Just reminds me of every time you see one of these 'police chase' programs on TV, with a PC hurtling round housing estates at 60+ to stop a moped or similiar insignificant crime... Is it really worth the risk !


----------



## vlastan (May 6, 2002)

Police in Kent decided to strip away the sirens from most of their police cars that are not driven by advanced drivers. Only the best trained drivers will be allowed to drive the siren equipped cars at high speed.

This is because they cause so many accidents.


----------



## chip (Dec 24, 2002)

So it seems the rally drivers they nicked (2/3 years ago?) for speeding doesn't qualify under the "creme de la creme" category,..


----------



## CapTT (Mar 2, 2003)

The law is the law and should be applied fairly to everybody regardless of class or profession. End of story. He should have been banned like everybody else would be.

I can`t see what the CPS were trying to achieve here ?. This is another PR cock-up big style. Making the police seem even stupider than they already are. Firstly this PC shopped himself using evidence from his own in-car camera etc.. Then the CPS called his mates as witnesses in the case for the prosecution and of course they backed him up. The judge was probably in the same lodge anyway so why waste taxpayers money in a futile load of bollocks ?. Perhaps he is being paid by Vauxhall as a desperate measure to promote the vectra ?.

http://news.bbc.co.uk/1/hi/england/shro ... 559173.stm


----------



## mighTy Tee (Jul 10, 2002)

chip said:


> So it seems the rally drivers they nicked (2/3 years ago?) for speeding doesn't qualify under the "creme de la creme" category,..


But thats different, they were (in the case of the WRC drivers championship contenders) exceptionally drivers with exceptionally good reflexes, drivng cars designed with exceptional performance, exceptionally good brakes, and exceptionally good handling.

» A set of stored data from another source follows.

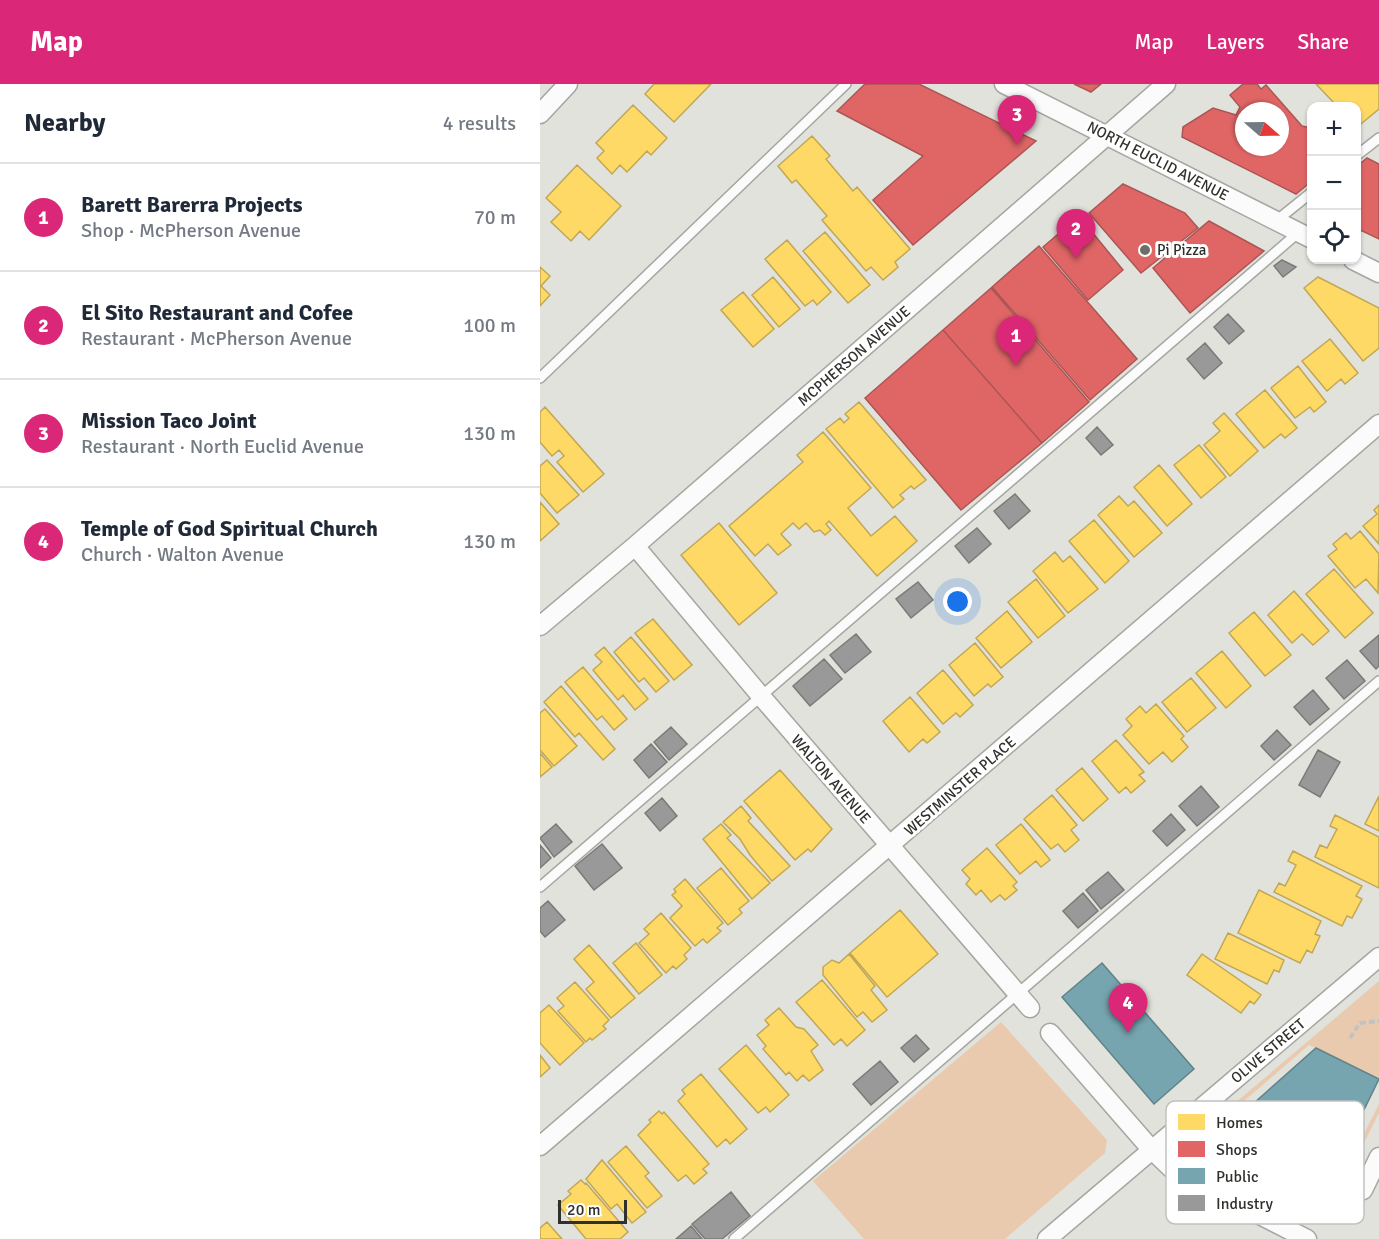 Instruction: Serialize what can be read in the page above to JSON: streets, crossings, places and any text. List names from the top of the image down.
{
  "streets": {
    "street": [
      "NORTH EUCLID AVENUE",
      "MCPHERSON AVENUE",
      "WALTON AVENUE",
      "WESTMINSTER PLACE",
      "OLIVE STREET"
    ]
  },
  "crossings": [
    ["NORTH EUCLID AVENUE", "MCPHERSON AVENUE"],
    ["MCPHERSON AVENUE", "WALTON AVENUE"],
    ["WALTON AVENUE", "WESTMINSTER PLACE"]
  ],
  "places": ["Pi Pizza"],
  "legend": [
    "Homes",
    "Shops",
    "Public",
    "Industry"
  ],
  "scale_bar": "20 m",
  "north": "right",
  "page": {
    "header": "Map",
    "nav": ["Map", "Layers", "Share"],
    "heading": ["Nearby", "4 results"],
    "pins": [
      "3",
      "2",
      "1",
      "4"
    ],
    "map_buttons": ["+", "−"],
    "list": [
      {
        "mark": "1",
        "name": "Barett Barerra Projects",
        "note": "Shop · McPherson Avenue",
        "value": "70 m"
      },
      {
        "mark": "2",
        "name": "El Sito Restaurant and Cofee",
        "note": "Restaurant · McPherson Avenue",
        "value": "100 m"
      },
      {
        "mark": "3",
        "name": "Mission Taco Joint",
        "note": "Restaurant · North Euclid Avenue",
        "value": "130 m"
      },
      {
        "mark": "4",
        "name": "Temple of God Spiritual Church",
        "note": "Church · Walton Avenue",
        "value": "130 m"
      }
    ],
    "scale": "20 m"
  }
}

By comparison, some months back I nearly had a head on with a "creme de la creme" driver cornering far to fast and crossing over into my oncoming path. This was in a 30 area and there was no blues and twos.


----------



## TTotal (Aug 12, 2002)

Just imagine the costs ( as mentioned before ) that have built up as.........

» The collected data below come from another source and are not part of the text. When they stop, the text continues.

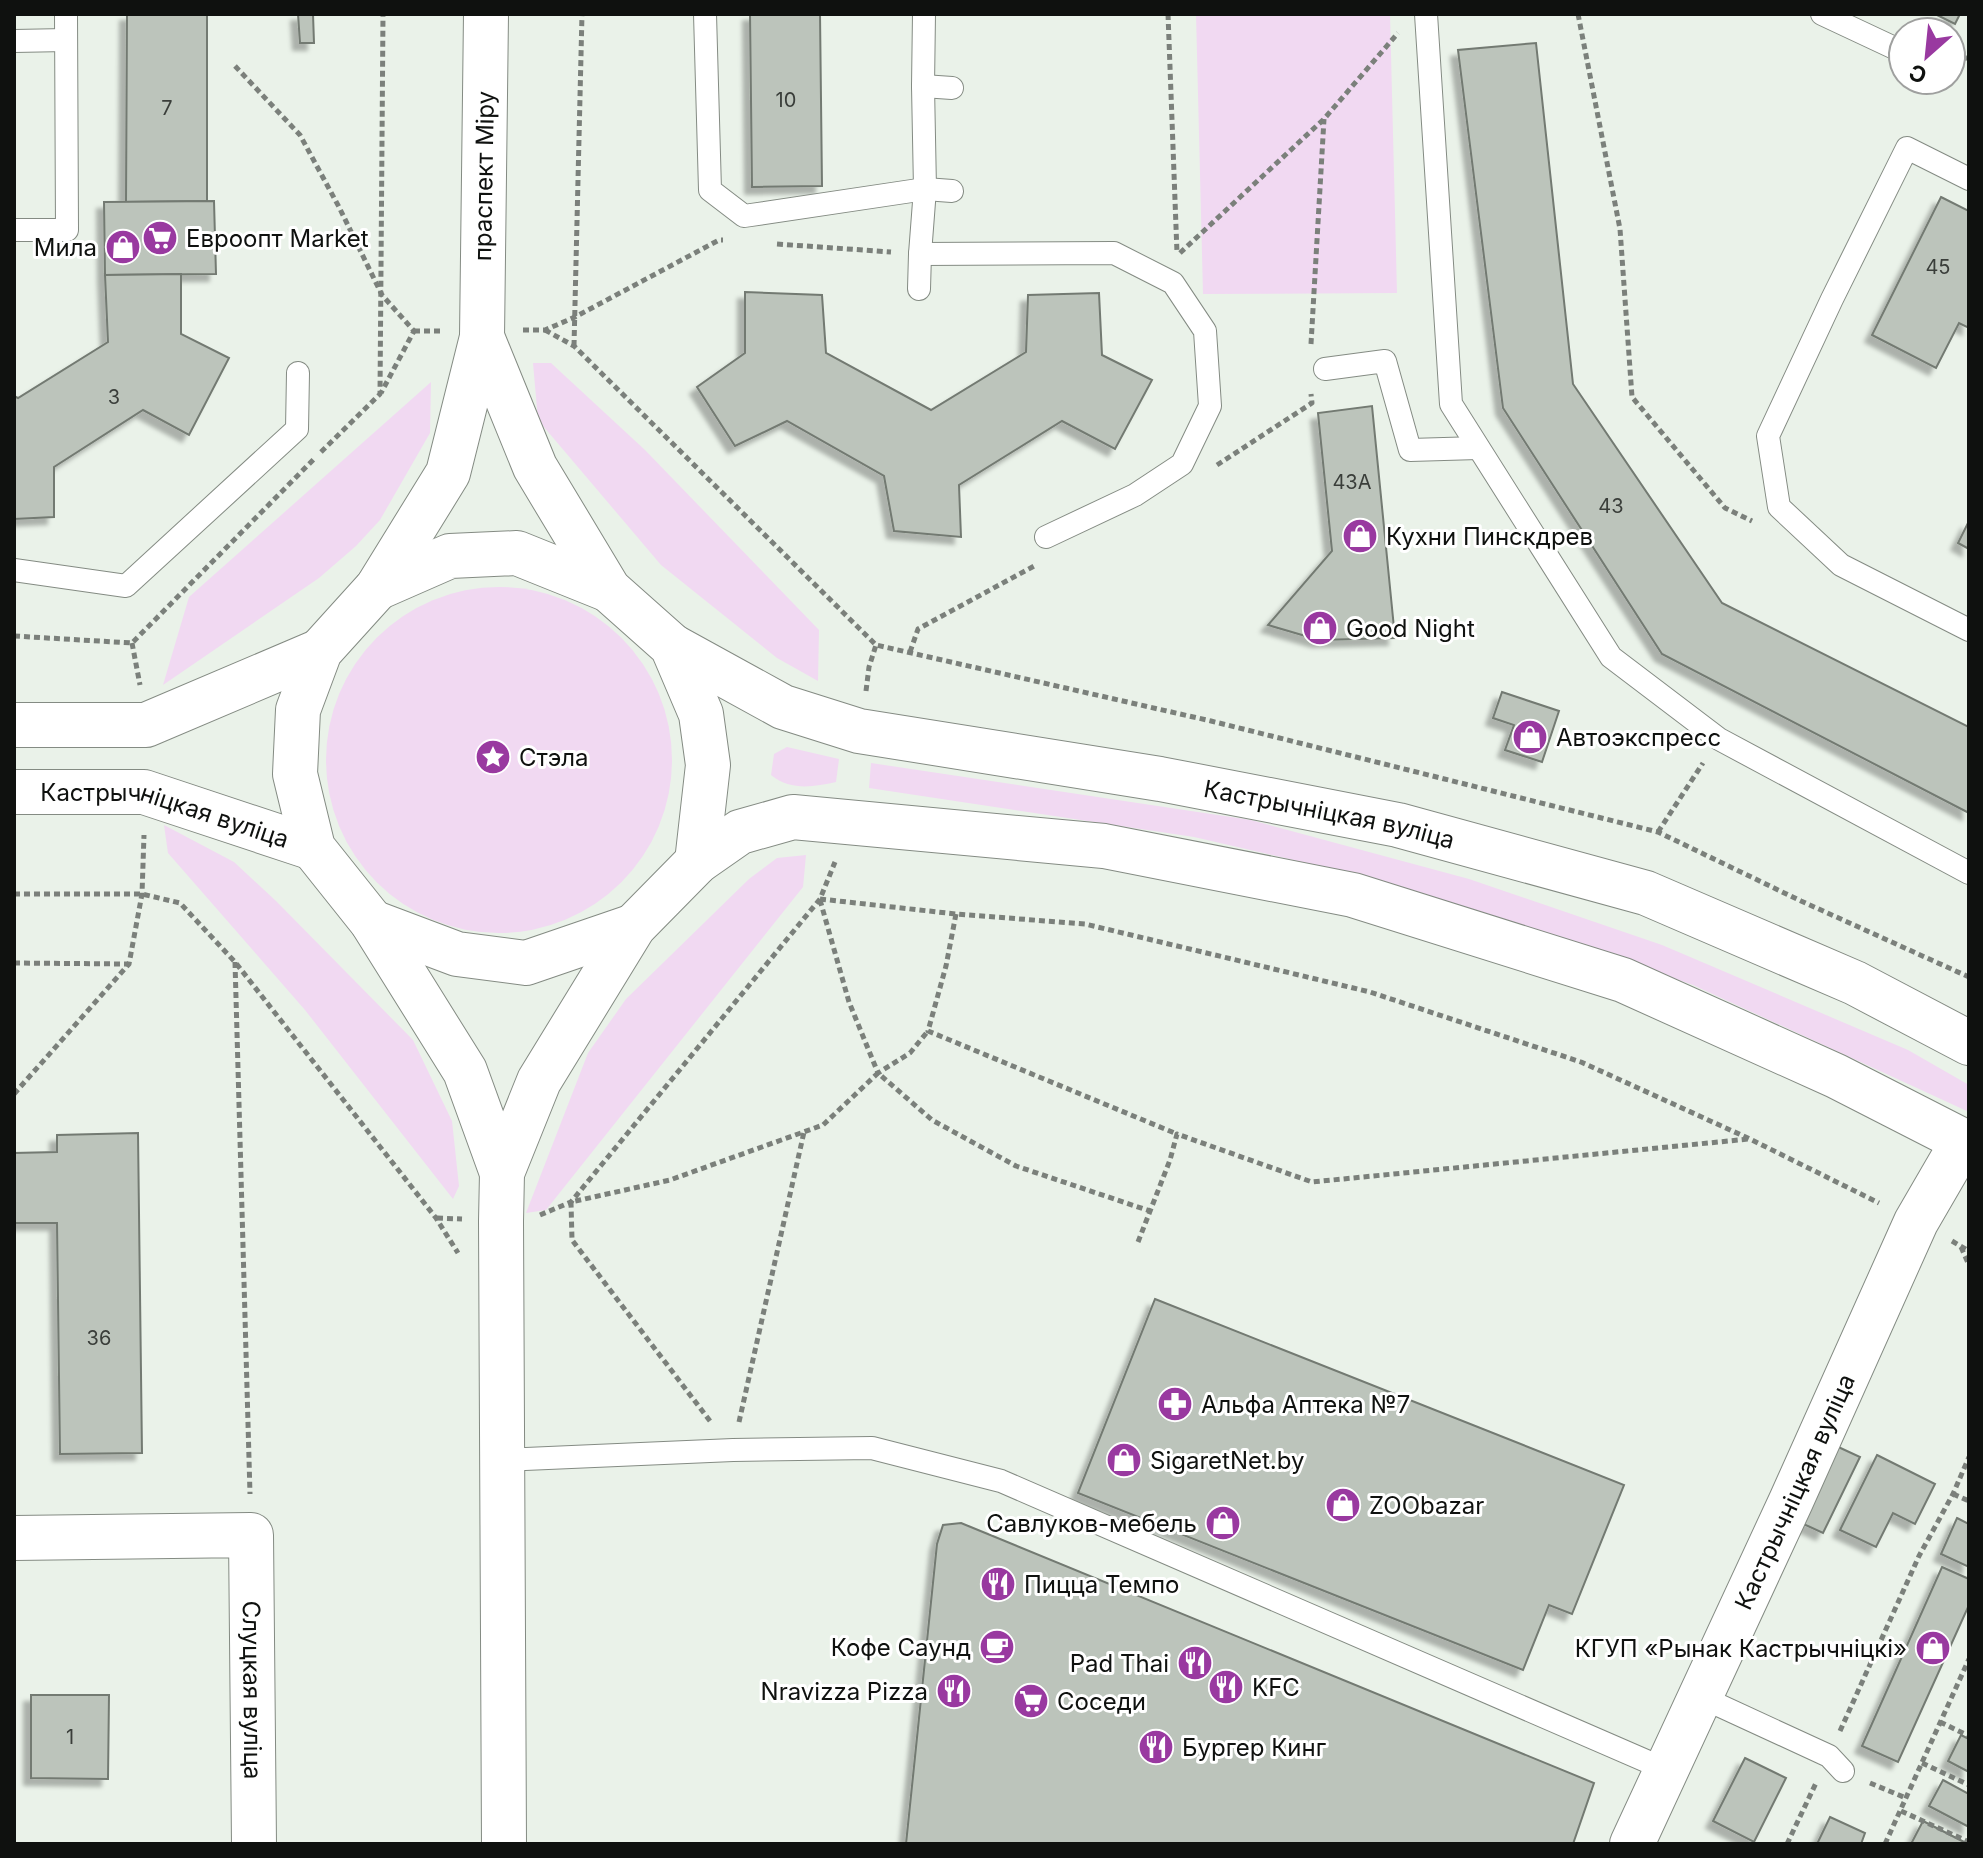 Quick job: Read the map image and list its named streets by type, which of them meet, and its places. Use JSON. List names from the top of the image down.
{
  "streets": {
    "main road": ["праспект Міру", "Кастрычніцкая вуліца", "Слуцкая вуліца"]
  },
  "places": {
    "supermarket": ["Евроопт Market", "Соседи"],
    "shop": [
      "Мила",
      "Кухни Пинскдрев",
      "Good Night",
      "Автоэкспресс",
      "SigaretNet.by",
      "ZOObazar",
      "Савлуков-мебель",
      "КГУП «Рынак Кастрычніцкі»"
    ],
    "place": ["Стэла"],
    "pharmacy": ["Альфа Аптека №7"],
    "restaurant": [
      "Пицца Темпо",
      "Pad Thai",
      "KFC",
      "Nravizza Pizza",
      "Бургер Кинг"
    ],
    "cafe": ["Кофе Саунд"]
  },
  "house_numbers": [
    "10",
    "7",
    "45",
    "3",
    "43А",
    "43",
    "36",
    "1"
  ],
  "north": "bottom left"
}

Pc Mark Milton, 38, from Telford, Shropshire, was recorded by the patrol car's video camera on the M54 in *2003*, Ludlow Magistrates' Court heard.

Two years of costs ? ? ? ?

My one hour with a barrister cost me Â£950 during my divorce hearing .....


----------



## vlastan (May 6, 2002)

> My one hour with a barrister cost me Â£950 during my divorce hearing .....


Why didn't I study law?


----------



## CapTT (Mar 2, 2003)

vlastan said:


> > My one hour with a barrister cost me Â£950 during my divorce hearing .....
> 
> 
> Why didn't I study law?


Do they have law in Greece ?.

Thought it was just a system of quantative bribes ?.


----------



## vlastan (May 6, 2002)

CapTT said:


> vlastan said:
> 
> 
> > > My one hour with a barrister cost me Â£950 during my divorce hearing .....
> ...


All my university education was done in the UK. So I couldn't have studied law in the UK

Don't forget that Greece invented Democracy in this planet. So I am sure that between bribes there is law as well. :wink:


----------



## Kell (May 28, 2002)

just heard this on the 'proper' news. 159 in a 70 is bad, but 84 in a 30 is just ridiculous.


----------



## muTTley (Mar 15, 2004)

the rospa people seem to be saying it's inherently dangerous for any car to be doing that speed on a road. this is plainly nonsense given it was a car built for performance, driven by a professional and in the early hours. from experience i know that bit of road will be disserted - the only thaing at risk may have been a badger. and anyway they do it in germany - it's not like a car will spontaneaously explode if you go over a hundred.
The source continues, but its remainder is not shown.